> **Stored data**:
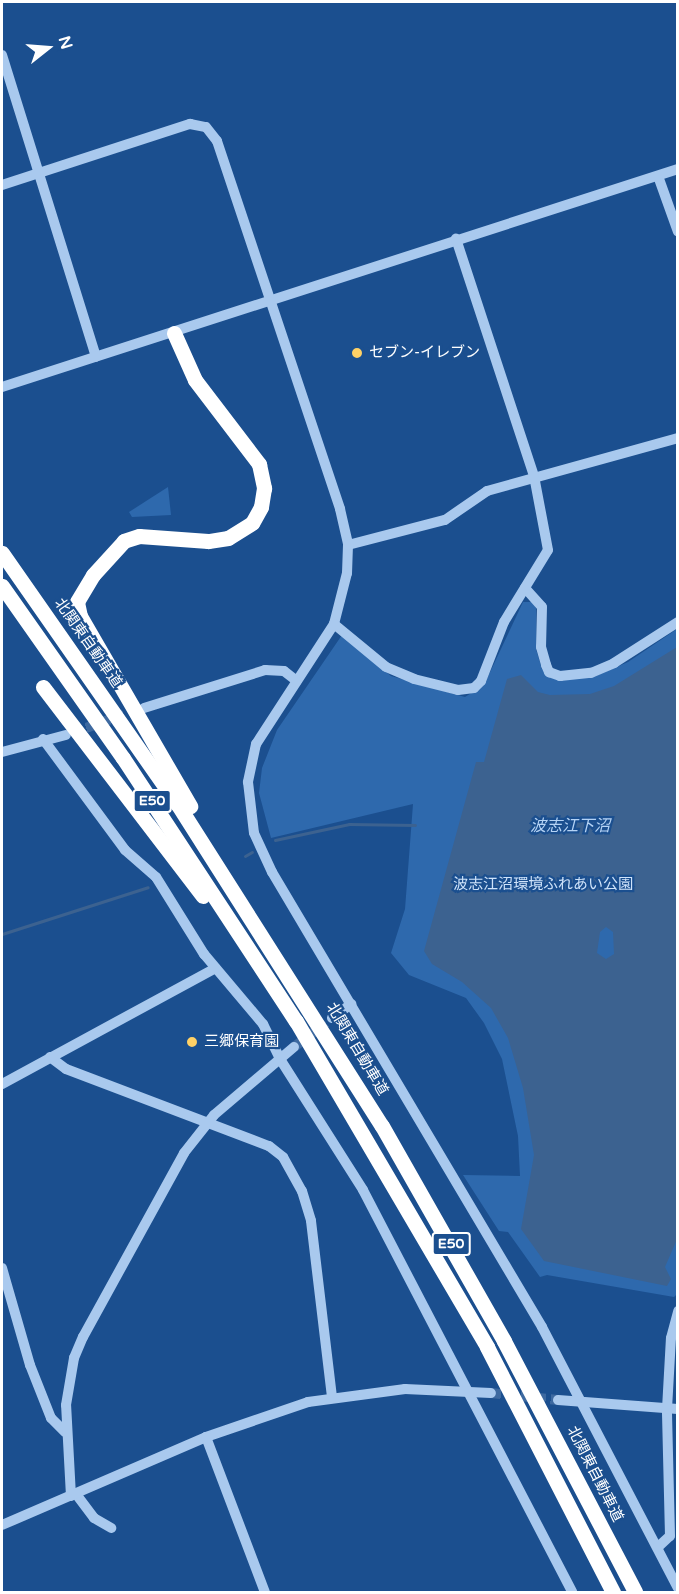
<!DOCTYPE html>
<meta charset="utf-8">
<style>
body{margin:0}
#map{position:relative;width:679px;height:1594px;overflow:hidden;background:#1b4f8f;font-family:"Varela Round","Noto Sans JP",sans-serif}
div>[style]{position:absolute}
.green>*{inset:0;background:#2e69ad}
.water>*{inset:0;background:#3c6290}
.stream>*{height:3px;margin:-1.5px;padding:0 1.5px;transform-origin:1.5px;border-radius:1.5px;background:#3c6290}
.minor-tunnel>*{height:10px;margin-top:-5px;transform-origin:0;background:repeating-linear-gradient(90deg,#3d69a0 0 10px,transparent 0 15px)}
.minor>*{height:10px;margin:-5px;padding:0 5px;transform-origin:5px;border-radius:5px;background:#a9c9ee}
.highway>*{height:15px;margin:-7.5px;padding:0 7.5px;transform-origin:7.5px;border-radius:7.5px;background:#fff}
.dots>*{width:16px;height:16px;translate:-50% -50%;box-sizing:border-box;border:3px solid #1b4f8f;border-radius:50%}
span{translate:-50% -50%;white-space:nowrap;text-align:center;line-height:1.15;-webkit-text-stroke:4.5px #1b4f8f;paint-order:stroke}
.shield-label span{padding:2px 4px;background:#1b4f8f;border:2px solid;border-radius:4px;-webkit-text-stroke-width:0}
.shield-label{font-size:14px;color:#fff;font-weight:700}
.poi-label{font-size:15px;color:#fff}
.left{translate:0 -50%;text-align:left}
.street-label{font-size:15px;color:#fff}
.park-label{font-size:15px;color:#cfe3fa}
.water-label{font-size:16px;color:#b5d3f5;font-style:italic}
.frame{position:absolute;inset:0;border:3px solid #fff;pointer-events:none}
.north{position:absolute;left:18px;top:18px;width:60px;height:60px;-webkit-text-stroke:4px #1b4f8f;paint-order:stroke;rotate:73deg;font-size:16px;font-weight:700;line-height:24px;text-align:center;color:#fff}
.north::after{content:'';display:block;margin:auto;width:21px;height:27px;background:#fff;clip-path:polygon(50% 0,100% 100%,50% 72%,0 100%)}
</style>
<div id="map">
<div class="green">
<div style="clip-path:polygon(168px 487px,171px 515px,132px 517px,129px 512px)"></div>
<div style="clip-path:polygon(523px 602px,533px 602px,536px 608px,536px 649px,542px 669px,591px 678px,628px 662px,677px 629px,677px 1294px,674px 1297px,547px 1275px,540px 1277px,508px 1232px,499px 1231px,463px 1175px,520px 1176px,518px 1136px,502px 1059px,484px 1023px,466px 998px,409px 975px,391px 953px,405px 909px,413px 804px,271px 838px,259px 793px,262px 768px,277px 730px,342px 635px,391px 676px,465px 697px,484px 685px)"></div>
</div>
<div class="water">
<div style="clip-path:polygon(evenodd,677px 647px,678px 1237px,665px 1267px,671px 1279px,667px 1286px,544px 1261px,521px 1229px,534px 1155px,523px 1088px,508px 1038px,491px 1008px,462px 982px,432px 964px,424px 951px,476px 762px,484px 762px,507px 679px,521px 675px,538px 692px,550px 695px,590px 694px,614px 686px,677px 647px,606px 927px,613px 932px,614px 954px,606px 959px,597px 953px,600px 932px,606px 927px)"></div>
</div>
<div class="stream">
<div style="left:275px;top:840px;width:76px;rotate:-12.2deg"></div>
<div style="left:349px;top:824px;width:66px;rotate:0.9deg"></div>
<div style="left:245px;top:856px;width:8px;rotate:-30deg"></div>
<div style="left:2px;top:934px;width:153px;rotate:-17.8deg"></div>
</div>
<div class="minor-tunnel">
<div style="left:72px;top:733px;width:71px;rotate:-19.7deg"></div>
<div style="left:294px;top:1047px;width:48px;rotate:-37.3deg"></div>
<div style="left:491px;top:1393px;width:67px;rotate:6deg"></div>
</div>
<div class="minor">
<div style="left:2px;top:55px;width:316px;rotate:72.7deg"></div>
<div style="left:658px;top:176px;width:59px;rotate:70.3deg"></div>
<div style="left:2px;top:185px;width:198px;rotate:-18deg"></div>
<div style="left:190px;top:124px;width:16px;rotate:11deg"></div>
<div style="left:206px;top:127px;width:18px;rotate:52deg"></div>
<div style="left:217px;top:141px;width:388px;rotate:71.5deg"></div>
<div style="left:340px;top:509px;width:37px;rotate:77deg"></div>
<div style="left:348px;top:545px;width:28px;rotate:92deg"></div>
<div style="left:347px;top:573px;width:53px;rotate:104.3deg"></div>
<div style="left:334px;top:624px;width:143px;rotate:123deg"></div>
<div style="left:256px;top:744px;width:39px;rotate:102deg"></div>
<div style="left:248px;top:782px;width:51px;rotate:83.3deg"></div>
<div style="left:254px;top:833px;width:43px;rotate:65.2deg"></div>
<div style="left:272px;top:872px;width:529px;rotate:59.31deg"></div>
<div style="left:542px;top:1327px;width:294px;rotate:62.5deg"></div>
<div style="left:2px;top:387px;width:710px;rotate:-17.87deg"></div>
<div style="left:348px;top:545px;width:100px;rotate:-14.5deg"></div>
<div style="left:445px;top:520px;width:51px;rotate:-34.6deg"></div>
<div style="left:487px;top:491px;width:198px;rotate:-15.5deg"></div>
<div style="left:525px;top:588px;width:25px;rotate:48deg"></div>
<div style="left:542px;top:607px;width:40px;rotate:91.4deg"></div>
<div style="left:541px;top:647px;width:19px;rotate:74deg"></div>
<div style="left:546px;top:665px;width:8px;rotate:67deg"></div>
<div style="left:549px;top:672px;width:12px;rotate:20deg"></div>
<div style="left:560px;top:676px;width:31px;rotate:-6deg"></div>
<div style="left:591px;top:673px;width:25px;rotate:-23deg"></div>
<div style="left:614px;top:663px;width:76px;rotate:-32.6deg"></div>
<div style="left:334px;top:624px;width:67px;rotate:39.6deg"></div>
<div style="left:386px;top:667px;width:30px;rotate:23deg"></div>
<div style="left:414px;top:679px;width:45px;rotate:14deg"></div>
<div style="left:458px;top:690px;width:16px;rotate:-7deg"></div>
<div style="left:474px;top:688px;width:10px;rotate:-45deg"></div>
<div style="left:481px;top:681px;width:63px;rotate:-68.7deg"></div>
<div style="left:504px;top:622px;width:84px;rotate:-58.6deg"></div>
<div style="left:548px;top:550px;width:75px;rotate:-100.7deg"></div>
<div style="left:534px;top:476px;width:250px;rotate:-108.2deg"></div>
<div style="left:144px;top:708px;width:127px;rotate:-17.4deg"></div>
<div style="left:265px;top:670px;width:19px;rotate:3deg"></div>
<div style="left:284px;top:671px;width:16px;rotate:38deg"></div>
<div style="left:43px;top:739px;width:138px;rotate:53.5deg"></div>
<div style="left:125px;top:850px;width:41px;rotate:41.1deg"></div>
<div style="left:156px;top:877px;width:91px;rotate:58.1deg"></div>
<div style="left:204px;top:954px;width:92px;rotate:49.9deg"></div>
<div style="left:263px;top:1024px;width:39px;rotate:64deg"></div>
<div style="left:280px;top:1059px;width:155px;rotate:57.6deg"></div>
<div style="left:363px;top:1190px;width:453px;rotate:62.5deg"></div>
<div style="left:2px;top:752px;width:66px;rotate:-14.9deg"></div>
<div style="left:332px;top:1018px;width:24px;rotate:-36deg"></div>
<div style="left:50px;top:1057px;width:20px;rotate:37deg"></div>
<div style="left:66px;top:1069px;width:217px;rotate:20.8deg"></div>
<div style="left:269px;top:1146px;width:18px;rotate:38deg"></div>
<div style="left:283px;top:1157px;width:39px;rotate:61deg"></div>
<div style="left:302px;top:1191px;width:31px;rotate:73deg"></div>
<div style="left:311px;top:1221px;width:177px;rotate:83.2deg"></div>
<div style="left:2px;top:1084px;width:243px;rotate:-28.5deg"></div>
<div style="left:2px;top:1268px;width:101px;rotate:73.9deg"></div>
<div style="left:30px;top:1365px;width:57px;rotate:68.4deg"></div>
<div style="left:51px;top:1418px;width:20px;rotate:45deg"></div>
<div style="left:558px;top:1400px;width:120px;rotate:4.3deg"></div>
<div style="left:206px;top:1437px;width:166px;rotate:69.2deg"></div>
<div style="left:76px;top:1494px;width:30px;rotate:53deg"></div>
<div style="left:94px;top:1518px;width:20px;rotate:30deg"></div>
<div style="left:71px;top:1496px;width:91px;rotate:-93.1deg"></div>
<div style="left:66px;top:1405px;width:48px;rotate:-80.3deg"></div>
<div style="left:74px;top:1358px;width:23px;rotate:-67deg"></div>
<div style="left:83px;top:1337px;width:210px;rotate:-61.2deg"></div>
<div style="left:184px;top:1153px;width:48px;rotate:-51.7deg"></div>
<div style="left:214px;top:1115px;width:105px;rotate:-40.4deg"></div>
<div style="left:2px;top:1525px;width:222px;rotate:-23.3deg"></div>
<div style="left:206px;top:1437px;width:108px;rotate:-18.9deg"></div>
<div style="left:308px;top:1402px;width:98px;rotate:-7.6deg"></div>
<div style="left:405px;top:1389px;width:86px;rotate:2.7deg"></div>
<div style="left:658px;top:1547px;width:16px;rotate:-43deg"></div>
<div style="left:670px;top:1536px;width:127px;rotate:-91.4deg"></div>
<div style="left:667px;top:1409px;width:71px;rotate:-86.8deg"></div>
<div style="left:671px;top:1338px;width:28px;rotate:-75deg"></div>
</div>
<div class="highway">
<div style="left:174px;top:333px;width:51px;rotate:65.9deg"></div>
<div style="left:195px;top:380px;width:106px;rotate:52.7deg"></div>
<div style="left:259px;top:464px;width:25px;rotate:78deg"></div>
<div style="left:264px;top:488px;width:19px;rotate:99deg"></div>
<div style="left:261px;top:507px;width:18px;rotate:119deg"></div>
<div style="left:252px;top:523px;width:28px;rotate:148deg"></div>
<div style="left:228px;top:538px;width:20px;rotate:171deg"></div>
<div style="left:208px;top:541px;width:69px;rotate:-175.9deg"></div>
<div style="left:139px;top:536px;width:16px;rotate:162deg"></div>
<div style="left:124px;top:541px;width:46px;rotate:132.4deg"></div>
<div style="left:93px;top:575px;width:31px;rotate:121deg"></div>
<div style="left:77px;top:602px;width:14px;rotate:78deg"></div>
<div style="left:80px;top:616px;width:220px;rotate:59.9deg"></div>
<div style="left:2px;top:553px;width:307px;rotate:55.1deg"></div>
<div style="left:178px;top:805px;width:380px;rotate:57.6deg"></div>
<div style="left:382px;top:1126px;width:247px;rotate:60.4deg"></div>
<div style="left:504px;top:1341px;width:283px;rotate:62.4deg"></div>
<div style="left:2px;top:586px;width:210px;rotate:54.9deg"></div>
<div style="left:123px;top:758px;width:315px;rotate:56.7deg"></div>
<div style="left:296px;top:1021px;width:378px;rotate:59.6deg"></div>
<div style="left:487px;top:1347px;width:276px;rotate:62.8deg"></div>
<div style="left:43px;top:687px;width:263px;rotate:52.6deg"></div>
</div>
<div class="dots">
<div style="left:357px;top:353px;background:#ffd166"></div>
<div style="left:192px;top:1042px;background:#ffd166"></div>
</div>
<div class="shield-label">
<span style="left:152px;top:801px">E50</span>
<span style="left:451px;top:1244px">E50</span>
</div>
<div class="poi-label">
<span class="left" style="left:369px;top:353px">セブン-イレブン</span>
<span class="left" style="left:204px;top:1042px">三郷保育園</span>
</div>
<div class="street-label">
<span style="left:88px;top:643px;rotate:55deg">北関東自動車道</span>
<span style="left:357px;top:1049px;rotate:59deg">北関東自動車道</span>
<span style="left:595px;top:1474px;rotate:63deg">北関東自動車道</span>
</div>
<div class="park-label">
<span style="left:543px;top:885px">波志江沼環境ふれあい公園</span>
</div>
<div class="water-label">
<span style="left:570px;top:826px">波志江下沼</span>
</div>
<div class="frame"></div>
<div class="north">N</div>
</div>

> **To do**: For every line above that includes the word "stream", return the line.

> **Solution below**:
.stream>*{height:3px;margin:-1.5px;padding:0 1.5px;transform-origin:1.5px;border-radius:1.5px;background:#3c6290}
<div class="stream">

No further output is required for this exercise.